(Saved entries)
——

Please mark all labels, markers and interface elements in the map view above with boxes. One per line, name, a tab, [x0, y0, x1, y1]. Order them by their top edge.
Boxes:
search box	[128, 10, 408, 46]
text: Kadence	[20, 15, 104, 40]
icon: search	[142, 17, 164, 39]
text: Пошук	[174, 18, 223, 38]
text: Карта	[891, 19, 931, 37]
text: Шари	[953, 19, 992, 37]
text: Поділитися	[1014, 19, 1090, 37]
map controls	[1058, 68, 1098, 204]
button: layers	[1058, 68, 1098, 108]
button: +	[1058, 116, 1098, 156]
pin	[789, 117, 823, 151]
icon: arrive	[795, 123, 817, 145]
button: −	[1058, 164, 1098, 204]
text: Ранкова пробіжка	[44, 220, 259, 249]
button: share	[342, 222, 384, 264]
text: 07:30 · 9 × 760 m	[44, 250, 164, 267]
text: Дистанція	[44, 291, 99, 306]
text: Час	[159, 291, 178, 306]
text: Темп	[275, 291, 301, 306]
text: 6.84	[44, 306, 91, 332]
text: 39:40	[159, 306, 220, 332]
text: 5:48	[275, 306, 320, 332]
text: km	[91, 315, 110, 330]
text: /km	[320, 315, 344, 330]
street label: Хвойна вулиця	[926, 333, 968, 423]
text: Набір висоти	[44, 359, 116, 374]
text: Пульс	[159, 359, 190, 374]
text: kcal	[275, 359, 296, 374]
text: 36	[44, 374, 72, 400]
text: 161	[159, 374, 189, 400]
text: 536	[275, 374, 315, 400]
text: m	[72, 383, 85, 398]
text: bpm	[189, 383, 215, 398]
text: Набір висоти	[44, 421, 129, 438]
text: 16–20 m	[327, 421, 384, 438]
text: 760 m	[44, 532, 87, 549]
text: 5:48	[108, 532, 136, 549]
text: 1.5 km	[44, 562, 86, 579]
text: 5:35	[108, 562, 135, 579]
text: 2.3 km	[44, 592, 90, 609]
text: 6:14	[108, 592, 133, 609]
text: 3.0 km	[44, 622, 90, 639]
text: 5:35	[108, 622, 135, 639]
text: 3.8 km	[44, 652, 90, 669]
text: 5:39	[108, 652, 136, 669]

——

WHAT THIS TASK INVOLVES: The records above must be written out again exactly.

TASK ANSWER:
Please mark all labels, markers and interface elements in the map view above with boxes. One per line, name, a tab, [x0, y0, x1, y1]. Order them by their top edge.
Boxes:
search box	[128, 10, 408, 46]
text: Kadence	[20, 15, 104, 40]
icon: search	[142, 17, 164, 39]
text: Пошук	[174, 18, 223, 38]
text: Карта	[891, 19, 931, 37]
text: Шари	[953, 19, 992, 37]
text: Поділитися	[1014, 19, 1090, 37]
map controls	[1058, 68, 1098, 204]
button: layers	[1058, 68, 1098, 108]
button: +	[1058, 116, 1098, 156]
pin	[789, 117, 823, 151]
icon: arrive	[795, 123, 817, 145]
button: −	[1058, 164, 1098, 204]
text: Ранкова пробіжка	[44, 220, 259, 249]
button: share	[342, 222, 384, 264]
text: 07:30 · 9 × 760 m	[44, 250, 164, 267]
text: Дистанція	[44, 291, 99, 306]
text: Час	[159, 291, 178, 306]
text: Темп	[275, 291, 301, 306]
text: 6.84	[44, 306, 91, 332]
text: 39:40	[159, 306, 220, 332]
text: 5:48	[275, 306, 320, 332]
text: km	[91, 315, 110, 330]
text: /km	[320, 315, 344, 330]
street label: Хвойна вулиця	[926, 333, 968, 423]
text: Набір висоти	[44, 359, 116, 374]
text: Пульс	[159, 359, 190, 374]
text: kcal	[275, 359, 296, 374]
text: 36	[44, 374, 72, 400]
text: 161	[159, 374, 189, 400]
text: 536	[275, 374, 315, 400]
text: m	[72, 383, 85, 398]
text: bpm	[189, 383, 215, 398]
text: Набір висоти	[44, 421, 129, 438]
text: 16–20 m	[327, 421, 384, 438]
text: 760 m	[44, 532, 87, 549]
text: 5:48	[108, 532, 136, 549]
text: 1.5 km	[44, 562, 86, 579]
text: 5:35	[108, 562, 135, 579]
text: 2.3 km	[44, 592, 90, 609]
text: 6:14	[108, 592, 133, 609]
text: 3.0 km	[44, 622, 90, 639]
text: 5:35	[108, 622, 135, 639]
text: 3.8 km	[44, 652, 90, 669]
text: 5:39	[108, 652, 136, 669]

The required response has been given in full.